— AIM OF THE EXERCISE —
Go through the records below and tally the lines that include "image". Answer with the number only.

------------------------------------------------------------------------

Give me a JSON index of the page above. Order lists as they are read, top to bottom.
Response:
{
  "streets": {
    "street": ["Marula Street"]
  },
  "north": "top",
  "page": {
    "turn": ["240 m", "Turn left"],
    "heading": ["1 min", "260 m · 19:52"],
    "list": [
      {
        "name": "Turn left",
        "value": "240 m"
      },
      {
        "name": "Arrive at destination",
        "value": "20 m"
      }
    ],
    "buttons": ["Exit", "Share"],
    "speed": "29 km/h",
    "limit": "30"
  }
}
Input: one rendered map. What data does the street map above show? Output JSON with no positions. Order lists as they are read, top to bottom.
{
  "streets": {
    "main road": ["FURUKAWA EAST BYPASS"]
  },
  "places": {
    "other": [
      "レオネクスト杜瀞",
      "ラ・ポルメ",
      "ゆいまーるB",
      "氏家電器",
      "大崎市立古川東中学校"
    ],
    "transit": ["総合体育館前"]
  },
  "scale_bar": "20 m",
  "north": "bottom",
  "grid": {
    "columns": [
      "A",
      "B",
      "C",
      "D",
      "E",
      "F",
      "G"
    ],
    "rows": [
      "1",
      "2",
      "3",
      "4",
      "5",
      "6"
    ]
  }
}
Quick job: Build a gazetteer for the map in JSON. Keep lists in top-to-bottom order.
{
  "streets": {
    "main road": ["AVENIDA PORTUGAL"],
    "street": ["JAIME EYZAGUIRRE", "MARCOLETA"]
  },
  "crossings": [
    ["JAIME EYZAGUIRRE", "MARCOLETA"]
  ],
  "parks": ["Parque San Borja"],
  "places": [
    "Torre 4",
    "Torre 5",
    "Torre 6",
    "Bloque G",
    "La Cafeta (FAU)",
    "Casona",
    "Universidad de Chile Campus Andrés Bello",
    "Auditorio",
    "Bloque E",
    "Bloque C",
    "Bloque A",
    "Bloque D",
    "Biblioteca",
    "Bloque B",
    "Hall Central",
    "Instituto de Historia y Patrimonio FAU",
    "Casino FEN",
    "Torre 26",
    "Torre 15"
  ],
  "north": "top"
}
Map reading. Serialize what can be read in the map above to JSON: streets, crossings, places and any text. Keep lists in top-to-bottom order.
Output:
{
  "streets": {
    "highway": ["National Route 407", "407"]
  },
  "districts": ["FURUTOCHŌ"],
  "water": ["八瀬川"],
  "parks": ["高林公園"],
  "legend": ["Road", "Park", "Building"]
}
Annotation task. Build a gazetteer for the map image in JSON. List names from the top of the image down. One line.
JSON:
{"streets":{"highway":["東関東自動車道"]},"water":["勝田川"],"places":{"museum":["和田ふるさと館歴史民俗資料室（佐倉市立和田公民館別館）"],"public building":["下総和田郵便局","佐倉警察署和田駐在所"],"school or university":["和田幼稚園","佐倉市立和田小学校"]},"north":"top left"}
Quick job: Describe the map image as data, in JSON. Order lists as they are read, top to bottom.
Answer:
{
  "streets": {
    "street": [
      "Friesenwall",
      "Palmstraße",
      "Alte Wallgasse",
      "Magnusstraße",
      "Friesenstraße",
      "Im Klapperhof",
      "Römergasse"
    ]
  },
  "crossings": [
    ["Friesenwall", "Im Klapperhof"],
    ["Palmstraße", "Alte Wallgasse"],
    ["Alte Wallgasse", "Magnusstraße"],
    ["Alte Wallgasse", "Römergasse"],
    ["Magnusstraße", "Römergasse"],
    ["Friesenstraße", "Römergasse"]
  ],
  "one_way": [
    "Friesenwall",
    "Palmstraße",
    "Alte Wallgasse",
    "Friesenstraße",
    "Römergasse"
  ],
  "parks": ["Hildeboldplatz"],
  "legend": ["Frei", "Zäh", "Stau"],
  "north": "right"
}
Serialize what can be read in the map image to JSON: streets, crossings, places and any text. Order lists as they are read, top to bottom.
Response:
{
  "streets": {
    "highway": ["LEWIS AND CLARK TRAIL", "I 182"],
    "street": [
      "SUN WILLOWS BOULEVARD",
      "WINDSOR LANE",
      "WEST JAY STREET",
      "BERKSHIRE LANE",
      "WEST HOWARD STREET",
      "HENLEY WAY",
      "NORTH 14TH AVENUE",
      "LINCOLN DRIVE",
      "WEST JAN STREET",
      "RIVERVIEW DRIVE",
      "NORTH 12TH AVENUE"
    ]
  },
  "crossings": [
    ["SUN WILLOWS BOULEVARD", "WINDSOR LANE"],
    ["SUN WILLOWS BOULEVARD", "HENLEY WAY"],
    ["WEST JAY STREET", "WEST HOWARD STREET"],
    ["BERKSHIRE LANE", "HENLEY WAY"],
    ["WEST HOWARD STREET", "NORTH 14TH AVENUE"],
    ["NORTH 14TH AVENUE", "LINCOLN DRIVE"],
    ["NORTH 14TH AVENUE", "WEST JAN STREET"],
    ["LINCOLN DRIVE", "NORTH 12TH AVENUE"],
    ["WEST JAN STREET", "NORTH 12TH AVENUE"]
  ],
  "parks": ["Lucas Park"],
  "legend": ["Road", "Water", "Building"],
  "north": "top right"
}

------------------------------------------------------------------------

— EXERCISE OUTPUT —
3